The importance of nutrition lessons and the way to enable children to engage with the subject of nutrition has been highlighted by researchers at the University of Stanford.
The team concluded that children voluntarily eat more vegetables if they are aware of why their bodies need different foods. The researchers believed that “people often assume that explanations of complex, abstract concepts will be too confusing for young children” but that children can understand a conceptual approach to nutrition.
The study also emphasised the importance of natural curiosity and the tendency of children to question how things work.
Doubled vegetable intake
Psychologists Sarah Gripshover and Ellen Markman created five storybooks to highlight the important areas of nutrition; covering “the importance of variety, how digestion works, the different food groups, characteristics of nutrients, and how nutrients help the body function”.
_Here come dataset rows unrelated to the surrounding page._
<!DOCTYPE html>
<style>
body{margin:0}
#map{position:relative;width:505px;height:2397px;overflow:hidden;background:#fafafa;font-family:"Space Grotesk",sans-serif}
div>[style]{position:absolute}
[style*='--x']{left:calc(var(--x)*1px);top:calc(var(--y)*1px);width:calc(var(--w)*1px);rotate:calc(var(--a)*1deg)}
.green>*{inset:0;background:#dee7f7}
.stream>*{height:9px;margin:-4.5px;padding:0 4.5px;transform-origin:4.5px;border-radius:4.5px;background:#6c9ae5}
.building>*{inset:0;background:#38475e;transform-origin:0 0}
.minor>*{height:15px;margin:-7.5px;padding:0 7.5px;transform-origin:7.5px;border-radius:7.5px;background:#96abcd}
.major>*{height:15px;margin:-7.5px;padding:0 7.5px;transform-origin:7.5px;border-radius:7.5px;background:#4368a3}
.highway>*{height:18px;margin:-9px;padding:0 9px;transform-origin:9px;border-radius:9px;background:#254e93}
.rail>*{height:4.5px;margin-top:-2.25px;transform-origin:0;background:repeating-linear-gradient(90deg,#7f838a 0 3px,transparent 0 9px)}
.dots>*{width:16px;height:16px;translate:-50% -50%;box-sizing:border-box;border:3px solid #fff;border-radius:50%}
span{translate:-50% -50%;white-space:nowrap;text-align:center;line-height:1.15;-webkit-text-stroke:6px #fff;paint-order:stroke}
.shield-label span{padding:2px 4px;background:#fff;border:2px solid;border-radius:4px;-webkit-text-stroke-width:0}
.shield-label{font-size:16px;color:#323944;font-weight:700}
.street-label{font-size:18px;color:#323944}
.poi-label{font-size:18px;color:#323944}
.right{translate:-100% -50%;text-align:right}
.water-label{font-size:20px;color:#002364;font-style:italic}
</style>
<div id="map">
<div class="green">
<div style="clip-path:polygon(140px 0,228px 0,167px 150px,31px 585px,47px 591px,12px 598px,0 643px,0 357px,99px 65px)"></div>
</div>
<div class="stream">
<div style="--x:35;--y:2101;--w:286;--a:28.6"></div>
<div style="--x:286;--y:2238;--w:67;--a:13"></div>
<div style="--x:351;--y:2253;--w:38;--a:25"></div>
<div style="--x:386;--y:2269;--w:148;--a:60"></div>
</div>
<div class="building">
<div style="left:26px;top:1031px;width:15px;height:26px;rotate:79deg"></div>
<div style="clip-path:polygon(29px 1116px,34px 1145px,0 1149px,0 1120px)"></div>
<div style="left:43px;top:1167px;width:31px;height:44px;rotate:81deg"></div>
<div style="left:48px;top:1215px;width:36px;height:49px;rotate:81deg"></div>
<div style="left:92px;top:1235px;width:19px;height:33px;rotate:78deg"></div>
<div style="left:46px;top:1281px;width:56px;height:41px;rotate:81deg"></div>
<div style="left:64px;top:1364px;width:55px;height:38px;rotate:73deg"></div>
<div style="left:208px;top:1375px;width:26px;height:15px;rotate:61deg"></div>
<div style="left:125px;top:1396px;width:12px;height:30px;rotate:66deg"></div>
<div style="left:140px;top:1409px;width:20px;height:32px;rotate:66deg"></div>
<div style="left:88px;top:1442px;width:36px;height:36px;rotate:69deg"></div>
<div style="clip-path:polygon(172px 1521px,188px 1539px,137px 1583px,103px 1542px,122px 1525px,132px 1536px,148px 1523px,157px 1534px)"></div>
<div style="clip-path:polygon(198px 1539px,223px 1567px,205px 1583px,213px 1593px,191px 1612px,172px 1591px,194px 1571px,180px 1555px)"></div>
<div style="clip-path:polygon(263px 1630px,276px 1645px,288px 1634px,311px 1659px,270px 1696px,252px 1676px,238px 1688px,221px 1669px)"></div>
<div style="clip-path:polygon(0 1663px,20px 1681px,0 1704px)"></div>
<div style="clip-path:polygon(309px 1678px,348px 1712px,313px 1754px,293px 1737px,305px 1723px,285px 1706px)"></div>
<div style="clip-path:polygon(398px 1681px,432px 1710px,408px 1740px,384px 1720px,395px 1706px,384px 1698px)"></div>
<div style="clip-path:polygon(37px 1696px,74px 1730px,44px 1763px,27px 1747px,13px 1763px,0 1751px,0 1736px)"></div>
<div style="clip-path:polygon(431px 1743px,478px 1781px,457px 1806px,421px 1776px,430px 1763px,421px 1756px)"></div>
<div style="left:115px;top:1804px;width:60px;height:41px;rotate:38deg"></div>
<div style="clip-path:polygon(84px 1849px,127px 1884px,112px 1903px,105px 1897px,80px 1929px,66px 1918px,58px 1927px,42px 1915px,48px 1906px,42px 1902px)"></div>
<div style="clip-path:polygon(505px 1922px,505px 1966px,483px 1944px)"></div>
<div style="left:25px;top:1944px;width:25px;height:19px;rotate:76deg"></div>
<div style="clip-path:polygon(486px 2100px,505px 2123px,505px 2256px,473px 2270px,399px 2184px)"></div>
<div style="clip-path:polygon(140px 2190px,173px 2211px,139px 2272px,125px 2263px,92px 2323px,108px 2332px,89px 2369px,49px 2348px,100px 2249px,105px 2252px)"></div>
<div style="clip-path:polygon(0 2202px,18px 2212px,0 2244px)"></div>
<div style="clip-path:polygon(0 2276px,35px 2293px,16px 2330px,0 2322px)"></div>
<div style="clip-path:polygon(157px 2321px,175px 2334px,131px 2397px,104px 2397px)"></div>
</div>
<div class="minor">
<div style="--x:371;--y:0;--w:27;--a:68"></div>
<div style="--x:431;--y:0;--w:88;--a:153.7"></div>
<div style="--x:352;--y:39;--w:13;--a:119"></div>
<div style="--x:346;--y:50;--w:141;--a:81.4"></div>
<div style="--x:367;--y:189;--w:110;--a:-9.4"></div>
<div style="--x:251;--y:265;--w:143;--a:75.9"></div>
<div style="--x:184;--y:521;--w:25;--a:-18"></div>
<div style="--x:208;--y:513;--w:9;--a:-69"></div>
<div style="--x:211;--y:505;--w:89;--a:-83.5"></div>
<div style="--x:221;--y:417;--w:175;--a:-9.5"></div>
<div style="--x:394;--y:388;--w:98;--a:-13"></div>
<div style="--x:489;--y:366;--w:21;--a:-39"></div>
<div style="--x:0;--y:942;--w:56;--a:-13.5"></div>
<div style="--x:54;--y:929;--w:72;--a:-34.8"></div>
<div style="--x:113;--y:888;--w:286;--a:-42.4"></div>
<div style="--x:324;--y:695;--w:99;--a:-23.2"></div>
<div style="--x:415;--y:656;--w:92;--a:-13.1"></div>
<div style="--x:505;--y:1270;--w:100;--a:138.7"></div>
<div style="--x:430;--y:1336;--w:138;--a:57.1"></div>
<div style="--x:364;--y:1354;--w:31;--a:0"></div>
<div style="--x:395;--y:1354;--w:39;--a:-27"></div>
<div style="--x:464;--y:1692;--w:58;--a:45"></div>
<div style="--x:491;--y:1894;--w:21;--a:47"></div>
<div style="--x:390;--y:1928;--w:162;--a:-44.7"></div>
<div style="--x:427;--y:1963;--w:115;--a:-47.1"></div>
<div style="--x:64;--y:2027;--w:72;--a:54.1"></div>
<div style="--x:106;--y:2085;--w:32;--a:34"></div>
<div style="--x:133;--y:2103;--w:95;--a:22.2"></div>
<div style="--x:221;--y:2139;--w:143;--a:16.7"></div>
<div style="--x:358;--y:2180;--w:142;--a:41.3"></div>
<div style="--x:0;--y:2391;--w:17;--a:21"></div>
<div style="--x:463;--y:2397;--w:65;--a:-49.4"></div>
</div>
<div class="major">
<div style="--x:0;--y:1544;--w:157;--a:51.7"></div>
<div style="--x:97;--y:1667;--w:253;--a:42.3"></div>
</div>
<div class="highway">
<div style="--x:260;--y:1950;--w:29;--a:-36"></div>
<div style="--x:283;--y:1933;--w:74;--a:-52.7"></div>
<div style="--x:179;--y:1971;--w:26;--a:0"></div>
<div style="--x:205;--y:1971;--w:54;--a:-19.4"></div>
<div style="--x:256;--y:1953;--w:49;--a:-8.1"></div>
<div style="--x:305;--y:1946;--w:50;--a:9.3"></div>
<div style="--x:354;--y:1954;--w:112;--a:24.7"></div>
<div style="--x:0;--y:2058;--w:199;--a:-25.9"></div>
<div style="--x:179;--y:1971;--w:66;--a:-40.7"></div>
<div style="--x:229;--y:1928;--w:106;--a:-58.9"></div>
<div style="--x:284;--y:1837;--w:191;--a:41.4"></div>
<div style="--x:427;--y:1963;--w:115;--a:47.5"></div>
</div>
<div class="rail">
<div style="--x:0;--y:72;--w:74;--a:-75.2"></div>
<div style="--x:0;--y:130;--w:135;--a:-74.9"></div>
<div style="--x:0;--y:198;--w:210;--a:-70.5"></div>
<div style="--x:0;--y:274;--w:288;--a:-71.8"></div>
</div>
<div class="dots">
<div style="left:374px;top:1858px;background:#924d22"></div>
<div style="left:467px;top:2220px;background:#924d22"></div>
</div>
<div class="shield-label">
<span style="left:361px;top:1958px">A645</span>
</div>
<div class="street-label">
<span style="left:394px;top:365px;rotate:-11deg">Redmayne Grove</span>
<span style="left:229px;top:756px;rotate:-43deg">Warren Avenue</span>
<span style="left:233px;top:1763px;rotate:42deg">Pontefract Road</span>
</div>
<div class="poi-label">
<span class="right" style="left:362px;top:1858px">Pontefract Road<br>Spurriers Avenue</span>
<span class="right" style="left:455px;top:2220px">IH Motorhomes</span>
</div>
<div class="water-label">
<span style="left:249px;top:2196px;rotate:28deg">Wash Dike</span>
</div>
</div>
These were then each read during snack time to one set of children, aged 4-5, who then more than doubled their vegetable intake. The voluntary intake of children who had not heard the storybooks at the school did not change, suggesting the reading really did make a difference. The children’s awareness of both nutrition and digestion also increased following this, suggesting they had a greater understanding that could perhaps be applied further.
The researchers explained that they clarified to “children why their body needs different kinds of healthy food. We did not train children to eat more vegetables specifically," meaning the approach is not limited to one issue. They believe more research could discover whether these gains in healthy eating would translate to other mealtimes, including at home, as well as whether they would last.